DOMPET KEMANUSIAAN LOMBOK, Dana Terkumpul RP 20.111.547.901 (22 SEP 2018)

Studi: Wanita Lebih Mudah Berempati daripada Pria

Sri Yanti Nainggolan - 13 Maret 2018 10:51 wib
(Foto: The Health Site)
(Foto: The Health Site)

Jakarta: Empati ternyata tak hanya terbentuk dari pengalaman, tetapi juga gen. Sebuah studi yang dipimpin oleh University of Cambridge menyimpulkan bahwa wanita cenderung lebih berempati daripada pria.

Studi yang dipublikasikan dalam jurnal Translational Psychiatry memperkuat bukti dari beberapa penelitian sebelumnya yang beranggapan serupa.

"Genetik memang berperang penting dalam menentukan kadar empati seseorang, yaitu 10 persen. Namun, 90 persen lainnya berdasarkan faktor non-genetik," ujar peneliti Varun Warrie, dilansir dari The Health Site.

Studi tersebut juga menunjukkan bahwa penyandang autis memiliki nilai Pembagian Empati (EQ), sebuah laporan pribadi untuk mengukur empati, yang mana lebih rendah karena memiliki masalah dalam empati kognitif.
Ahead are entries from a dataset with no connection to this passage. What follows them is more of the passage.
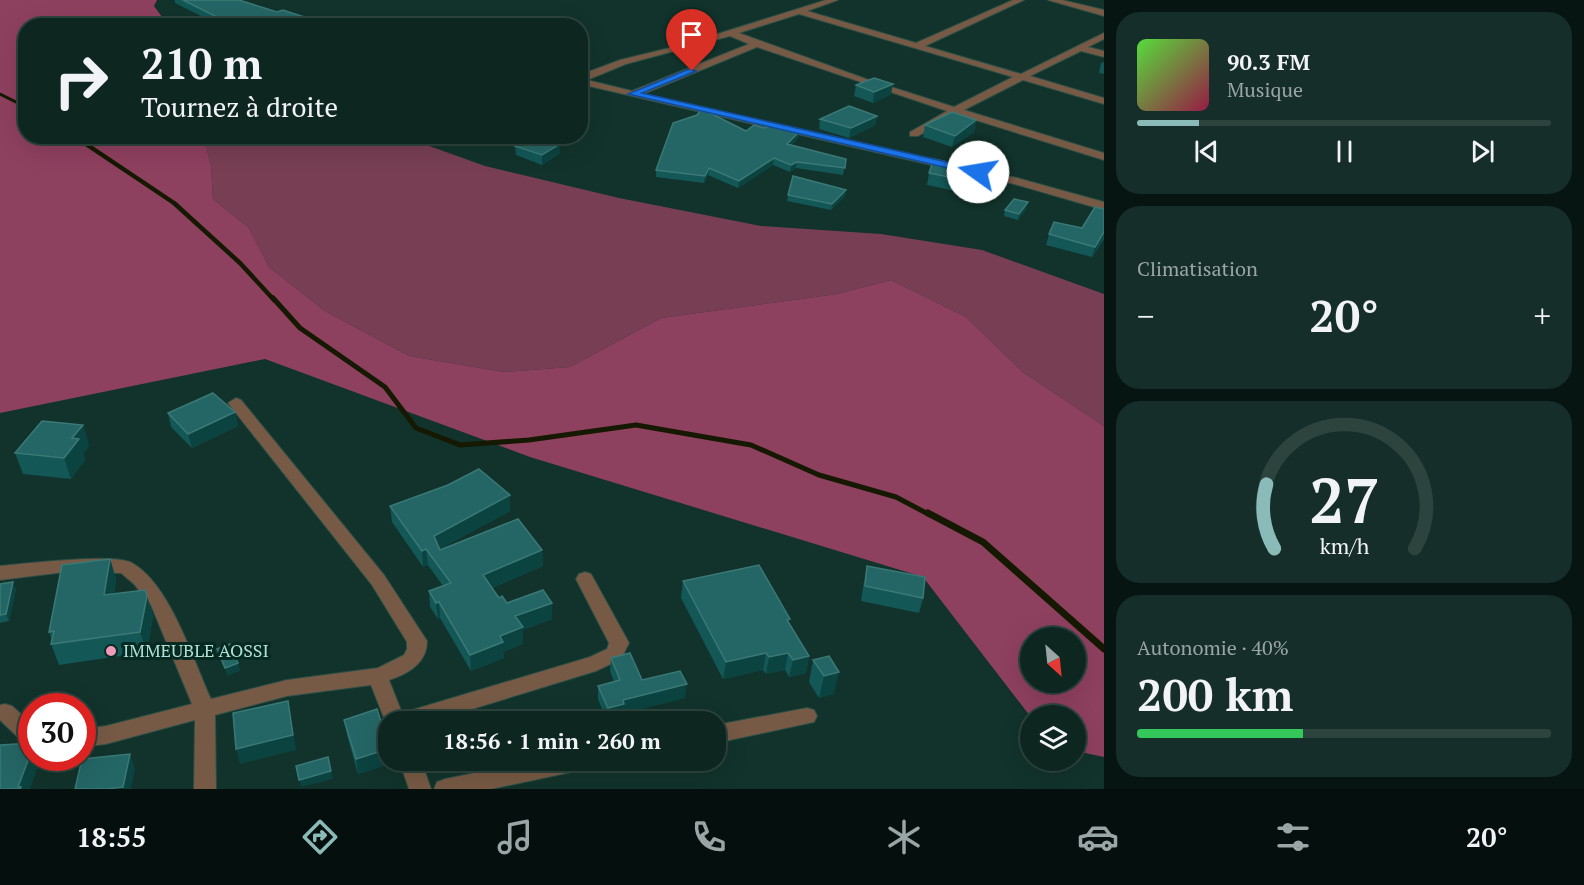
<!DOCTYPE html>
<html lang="fr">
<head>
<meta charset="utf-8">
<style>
	body { margin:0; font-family:"PT Serif",serif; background:#162e29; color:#f1f3f6; height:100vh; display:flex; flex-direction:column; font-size:22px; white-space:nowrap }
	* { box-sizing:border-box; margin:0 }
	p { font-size:20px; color:#9aa5a5 }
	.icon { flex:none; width:33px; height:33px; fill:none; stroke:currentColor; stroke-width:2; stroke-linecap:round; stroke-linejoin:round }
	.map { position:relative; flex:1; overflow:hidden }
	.sheet { display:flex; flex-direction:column; gap:12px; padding:12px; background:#071512; width:480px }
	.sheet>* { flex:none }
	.hud { position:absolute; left:18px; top:18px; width:570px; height:126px; border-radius:24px; box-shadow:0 6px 24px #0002,0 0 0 2px #2d433e; background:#0d2620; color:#f1f3f6; overflow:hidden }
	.needle { width:39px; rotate:153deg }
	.controls { position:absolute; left:1020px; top:627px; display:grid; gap:12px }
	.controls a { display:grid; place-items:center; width:66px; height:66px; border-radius:50%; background:#0d2620; box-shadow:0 6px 24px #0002,0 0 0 2px #2d433e; font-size:30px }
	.speed { position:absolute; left:18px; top:693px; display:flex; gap:12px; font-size:30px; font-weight:700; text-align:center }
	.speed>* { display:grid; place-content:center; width:78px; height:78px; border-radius:50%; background:#0d2620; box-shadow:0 6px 24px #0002,0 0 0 2px #2d433e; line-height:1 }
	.speed .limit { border:9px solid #d22; background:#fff; color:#111 }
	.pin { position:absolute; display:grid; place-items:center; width:51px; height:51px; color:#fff; margin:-62px -26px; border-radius:50% 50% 50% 0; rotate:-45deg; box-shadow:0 0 6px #0007 }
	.pin .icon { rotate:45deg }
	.me { position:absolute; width:66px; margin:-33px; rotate:283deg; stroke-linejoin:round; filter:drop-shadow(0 0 4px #0008) }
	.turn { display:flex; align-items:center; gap:21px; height:126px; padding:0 24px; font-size:27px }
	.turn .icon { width:78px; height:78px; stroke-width:2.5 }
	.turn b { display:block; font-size:42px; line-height:51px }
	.big { font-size:45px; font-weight:600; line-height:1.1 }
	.sheet .tile { flex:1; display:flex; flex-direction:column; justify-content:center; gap:9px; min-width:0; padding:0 21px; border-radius:24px; background:#162e29 }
	.sheet .dial { align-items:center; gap:0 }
	.dial svg { height:156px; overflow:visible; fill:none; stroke:#2d433e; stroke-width:7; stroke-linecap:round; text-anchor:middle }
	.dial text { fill:#f1f3f6; stroke:none }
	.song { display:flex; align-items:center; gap:18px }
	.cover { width:72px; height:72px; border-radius:9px; background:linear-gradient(135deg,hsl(110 70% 55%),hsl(340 70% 35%)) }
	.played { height:6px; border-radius:3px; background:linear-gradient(90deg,#8bbbb9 15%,#2d433e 15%) }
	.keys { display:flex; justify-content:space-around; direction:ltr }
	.heat { display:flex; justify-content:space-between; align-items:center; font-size:33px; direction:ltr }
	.charge { height:9px; border-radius:4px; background:linear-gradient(90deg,#34c759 40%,#2d433e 0) }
	.trip { position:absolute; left:378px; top:711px; width:348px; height:60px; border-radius:24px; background:#0d2620; box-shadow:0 6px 24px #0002,0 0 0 2px #2d433e; font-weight:600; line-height:60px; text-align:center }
	.tabs { display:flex; height:96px; justify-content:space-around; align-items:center; background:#050f0d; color:#9aa5a5 }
	.tabs .icon { width:42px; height:42px }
	.tabs .current { color:#8bbbb9 }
	.tabs b { font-size:27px; color:#f1f3f6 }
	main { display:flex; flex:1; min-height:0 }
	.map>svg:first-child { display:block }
	.green { fill:#783f54 }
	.forest { fill:#8e405f; fill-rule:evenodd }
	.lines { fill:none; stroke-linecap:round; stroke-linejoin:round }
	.stream-far3 { stroke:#161901; stroke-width:3 }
	.stream-far2 { stroke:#161901; stroke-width:4.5 }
	.stream-far1 { stroke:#161901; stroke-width:5 }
	.stream { stroke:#161901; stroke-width:7 }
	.minor-casing { stroke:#2a4f46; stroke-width:2 }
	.minor { fill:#775a45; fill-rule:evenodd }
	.wall { fill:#135757 }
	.shaded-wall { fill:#0b4340 }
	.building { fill:#246665; stroke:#3a7976; stroke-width:1.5 }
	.route { fill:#1a73e8; stroke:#114b97; stroke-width:1.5 }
	.poi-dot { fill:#ef9ab8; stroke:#062922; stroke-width:2 }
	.labels { text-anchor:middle; stroke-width:6; stroke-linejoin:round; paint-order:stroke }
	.near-poi-label { font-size:18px; fill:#b0dfd3; stroke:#062922; text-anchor:start }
</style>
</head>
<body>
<main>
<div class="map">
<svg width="1104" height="789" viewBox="0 0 1104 789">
	<rect width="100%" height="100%" fill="#11332b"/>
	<path class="green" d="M204,137l203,1 78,28 134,32 142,28 120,8 101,16 122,44v132l-80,-53 -58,-56 -75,-37 -54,14 -176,24 -91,49 -66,5 -95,-16 -84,-45 -56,-44 -20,-39 -36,-29 -2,-33z"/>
	<path class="forest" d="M0,0h157l-3,6 14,19 -142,1v110l178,1 7,29 2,33 36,29 20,39 56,44 84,45 95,16 66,-5 91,-49 176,-24 54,-14 75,37 58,56 80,53v331l-28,-6v-35h-46l-107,-139 -393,-120 -265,-98 -265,54zM1030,638h46v44h-46z"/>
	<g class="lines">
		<path class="stream-far3" d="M0,94l26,13"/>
		<path class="stream-far2" d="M74,136l100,67 66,60 34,37"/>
		<path class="stream-far1" d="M273,298l27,30 85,59 31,41 44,17 69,-5 107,-15 115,20 68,30 77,22 34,18"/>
		<path class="stream" d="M928,513l55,29 121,107"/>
		<g class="minor-casing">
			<path id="minor" d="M826,0h12l-31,11 109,32 97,-43h11l-99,46 96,28 83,-41v6l-16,8 16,4v6l-23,-6 -51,25 74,22v6l-81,-24 -59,30 140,43v7l-148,-46 -38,22h-8v-4l37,-21 -190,-64 -114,47 374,84 87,24v8l-90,-26 -434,-100v-9l40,-15 62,-15zM799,14l214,63 -59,30 -88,-28 -127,-46zM730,36l19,8 -117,47 -45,-11 39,-16z
				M1048,0h14l42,10v6z
				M236,398l5,2 143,175 43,66c0,22 -19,33 -38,39l13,33 188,-56 17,-8 2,-6 -33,-64 3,-5 6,-2 6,2 38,69 -8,16 -25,12 -166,51h-42v6l-17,-43 -84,11 -72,19 1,74h-22l1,-69 -89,24 -24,3v-18l24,-3 86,-22 -41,-99 -17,-21 -13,-11 -56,-1 -65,8v-14c24,-2 114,-13 132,-3 38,21 61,97 79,136l76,-19 91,-12 26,-13 3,-6v-7l-35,-57 -144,-182z
				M5,704l7,2 20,18v23l-7,-3 -25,-24v-15z
				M807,708l7,2 3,6 -3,6 -98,21v-18z
				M399,760h22l10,29h-22z
				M538,760h58l-2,6 -8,3 -95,20h-57l3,-7 8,-3z"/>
		</g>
		<use href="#minor" class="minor"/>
	</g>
	<path class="wall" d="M175,0h64l38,12 -60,12 -42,-21z
		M1104,62v12l-5,-1 2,-10z
		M856,85l35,9 -18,9 -19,-7z
		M877,116l-2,9 -26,13 -30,-9 1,-10z
		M976,120l-2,12 -22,15 -29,-10 2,-12z
		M764,128l35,4 -1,6 -7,7 55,14 -3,16 -47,-7 -6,4 -17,-7 -35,23 -30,-13 -4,8 -48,-6v-7l90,-39z
		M560,144v9l-18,12 -26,-10 -1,-9z
		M965,166l-2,12 -8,13 -28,-6 2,-12z
		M788,195l57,1 -14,14 -44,-9z
		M1028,202l-2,7 -8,11 -14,-4 1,-6z
		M1104,209v30l-12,18 -46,-12 3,-11 33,-6z
		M235,412l3,14 -46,22 -21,-21 -3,-14z
		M83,425l6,21 -6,8 2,6 -14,19 -48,-5 -8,-21z
		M390,506l120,5 -70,38 102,1 1,16 -51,22 7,10 8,5 45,16 -29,11v14l-20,8 1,6 -33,13 -31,-53 -2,1 -8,-12 -1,-16 14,-5 -15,-21 -5,2 -31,-45z
		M110,559l6,20 -2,15 33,2 6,20 -6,36 -88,13 -8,-21 1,-4 -3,-8z
		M867,566l56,32 -4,15 -58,-12 3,-20z
		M683,581l106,43 20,32 -3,17 -17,4 -4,-7 -19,4 -3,-4 -40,9 -42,-81z
		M0,584l16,5 -7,32 -9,2z
		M829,656l5,38 -15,4 -10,-16 4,-22z
		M611,658l31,22 43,18 -61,15v4l-17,5 -9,-23v-13l16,-4 -4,-11z
		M344,720l48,43 -34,11 -11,-39z"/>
	<path class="shaded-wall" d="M893,84l-2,10 -18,9 1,-11z
		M877,116l-2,9 -26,13 2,-10z
		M976,120l-2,12 -22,15 3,-11z
		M799,132l-1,6 -11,12v-6z
		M560,144v9l-18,12v-10z
		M774,158l-1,7 -35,23 1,-7z
		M797,162l-1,6 -6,4 1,-7z
		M965,166l-2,12 -8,13 3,-12z
		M709,168l-1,7 -4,8 1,-7z
		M846,190l-1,6 -14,14 1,-6z
		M1028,202l-2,7 -8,11 1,-6z
		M1104,232l-1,6 -11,19 3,-10z
		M235,412l3,14 -46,22 -4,-14z
		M83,425l6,21 -6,8 2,6 -14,19 -7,-21 8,-20z
		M510,495v16l-75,41 -1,-16z
		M426,549l2,16 -5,2 -1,-16z
		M542,550l1,16 -59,25 -1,-16z
		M110,559l6,20 -5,37 -7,-21z
		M13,582l3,7 -7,32 -3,-7z
		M147,596l6,20 -6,36 -7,-20z
		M439,602l1,16 -2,1 -2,-16z
		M552,603v16l-29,11v14l-20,8 1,6 -33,13 -1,-16 30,-19 15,-20z
		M766,653l-3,17 -40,9 3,-17z
		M788,653l-3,17 -19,4 3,-17z
		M809,656l-3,17 -17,4 4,-17z
		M238,663l2,8 -13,5 -2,-8z
		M839,672l-5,22 -15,4 5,-22z
		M687,684l-2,14 -61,15v4l-17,5 1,-14 15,-8z
		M288,701l8,49 -56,14 -4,-15z
		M388,749v11h4v3l-34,11 -2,-15z
		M32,750v8h9l-11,31h-11l-1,-2z
		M130,754l5,15 -4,20h-8v-2z
		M331,771l2,8 -32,8 -2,-7z"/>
	<path class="building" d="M183,0h56l38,12 6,-2 49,16h-124l19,-4z
		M874,78l19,6 -19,8 -18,-7z
		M849,106l28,10 -26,12 -31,-9z
		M700,111l10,2 36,18 8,-6 10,3 8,-3 27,7 -12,12 59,15 -1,9 -48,-6 -6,3 -17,-7 -35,23 -30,-13 -4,8 -49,-6 17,-47 24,-8z
		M952,112l24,8 -21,16 -30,-11z
		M534,136h1l25,8 -18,11 -27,-9z
		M934,159l31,7 -7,13 -29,-6z
		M793,176l53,14 -14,14 -44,-9z
		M1014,199l14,3 -9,12 -14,-4z
		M1095,207l9,2v23l-9,15 -46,-13 5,-12 28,6z
		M213,393l22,19 -47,22 -20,-21z
		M42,421l41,4 -11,13 7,1 -15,19 -49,-5z
		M479,469l31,26 -76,41 6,14 78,-31 24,31 -59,25 16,23 3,-2 5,7 36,-13 9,13 -37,13 8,11 -23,9 3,6 -33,13 -31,-53 -3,1 -7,-12 22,-8 -25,-34 -4,2 -32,-45 58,-21z
		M110,559l-6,36 41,-5 2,6 -7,36 -89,12 3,-13 -5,1 13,-67z
		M759,565l31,54 -3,1 22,36 -16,4 -5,-7 -19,4 -3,-4 -40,9 -43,-81z
		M867,566l58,11 -2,21 -58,-12z
		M13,582l-7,32 -6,1v-31z
		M230,644l8,19 -13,5 -8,-19z
		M630,653l12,27 38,-9 7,13 -64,16 1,4 -16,4 -10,-22 22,-6 -9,-22z
		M829,656l10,16 -15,4 -11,-16z
		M288,701l5,34 -57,14 -3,-36z
		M377,709l11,34v6l-32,10 -12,-39z
		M32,743v7l-14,37h3l-1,2h-20v-44z
		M130,754l-7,33 -16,2h-32l7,-30z
		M328,757l3,14 -32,9 -3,-14z"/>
	<path class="route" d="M689,69l7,2 -54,22 336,76 5,3 -5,3 -350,-81z"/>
	<circle class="poi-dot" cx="111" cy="651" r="6"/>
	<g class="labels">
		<g class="near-poi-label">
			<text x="123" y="657">IMMEUBLE AOSSI</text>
		</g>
	</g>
</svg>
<div class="controls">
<a><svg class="needle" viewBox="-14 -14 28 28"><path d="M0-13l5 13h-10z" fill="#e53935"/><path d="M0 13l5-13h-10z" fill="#9aa5a5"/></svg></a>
<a><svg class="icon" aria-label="layers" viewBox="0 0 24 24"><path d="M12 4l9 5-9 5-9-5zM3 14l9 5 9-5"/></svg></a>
</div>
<div class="speed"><div class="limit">30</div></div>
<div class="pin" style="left:692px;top:71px;background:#d93025"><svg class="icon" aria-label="arrive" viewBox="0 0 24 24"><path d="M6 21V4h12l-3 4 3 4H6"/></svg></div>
<svg class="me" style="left:978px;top:172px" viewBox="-20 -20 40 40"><circle r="19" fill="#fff"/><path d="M0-13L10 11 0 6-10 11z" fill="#1a73e8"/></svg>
<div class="trip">18:56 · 1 min · 260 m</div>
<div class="hud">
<div class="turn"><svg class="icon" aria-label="right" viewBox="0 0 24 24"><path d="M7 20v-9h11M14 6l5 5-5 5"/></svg><div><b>210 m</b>Tournez à droite</div></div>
</div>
</div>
<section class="sheet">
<div class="tile">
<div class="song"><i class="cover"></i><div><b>90.3 FM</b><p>Musique</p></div></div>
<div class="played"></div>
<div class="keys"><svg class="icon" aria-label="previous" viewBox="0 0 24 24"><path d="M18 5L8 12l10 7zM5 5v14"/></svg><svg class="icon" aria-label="pause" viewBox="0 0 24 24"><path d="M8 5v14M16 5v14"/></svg><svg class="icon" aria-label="next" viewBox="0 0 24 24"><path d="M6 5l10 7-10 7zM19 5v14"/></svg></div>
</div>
<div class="tile"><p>Climatisation</p>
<div class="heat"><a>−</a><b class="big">20°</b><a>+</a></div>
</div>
<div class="tile dial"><svg viewBox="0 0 100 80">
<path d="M14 69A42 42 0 1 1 86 69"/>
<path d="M14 69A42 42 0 0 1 10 36" stroke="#8bbbb9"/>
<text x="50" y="56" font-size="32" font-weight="700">27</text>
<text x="50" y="72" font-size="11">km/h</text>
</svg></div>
<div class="tile"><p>Autonomie · 40%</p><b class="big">200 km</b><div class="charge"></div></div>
</section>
</main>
<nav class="tabs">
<b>18:55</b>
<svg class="icon current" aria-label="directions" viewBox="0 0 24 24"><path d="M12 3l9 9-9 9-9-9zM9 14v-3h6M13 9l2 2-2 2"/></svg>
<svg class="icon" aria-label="music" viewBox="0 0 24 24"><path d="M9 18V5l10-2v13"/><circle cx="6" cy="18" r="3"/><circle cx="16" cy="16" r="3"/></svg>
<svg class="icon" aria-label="phone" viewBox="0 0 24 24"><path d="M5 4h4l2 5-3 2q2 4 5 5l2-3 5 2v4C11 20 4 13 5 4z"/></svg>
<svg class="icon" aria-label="climate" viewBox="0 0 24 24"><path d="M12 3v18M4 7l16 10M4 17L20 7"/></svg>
<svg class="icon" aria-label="car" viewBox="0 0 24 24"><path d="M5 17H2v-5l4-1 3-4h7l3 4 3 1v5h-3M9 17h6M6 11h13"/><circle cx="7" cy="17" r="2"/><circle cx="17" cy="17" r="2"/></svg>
<svg class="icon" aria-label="filters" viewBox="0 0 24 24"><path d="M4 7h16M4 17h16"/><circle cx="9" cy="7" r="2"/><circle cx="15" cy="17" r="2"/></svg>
<b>20°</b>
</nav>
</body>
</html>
Terdapat tiga hasil penting dalam penelitian tersebut. Pertama, sepersepuluh tingkat empati manusia ditentukan oleh gen.

Kedua, wanita lebih empati daripada pria.

"Perbedaan jenis kelamin berpengaruh karena ada beberapa faktor seperti pengaruh hormon secara biologis, atau sosialisasi; yang keduanya berbeda pada kedua jenis kelamin," demikian menurut studi.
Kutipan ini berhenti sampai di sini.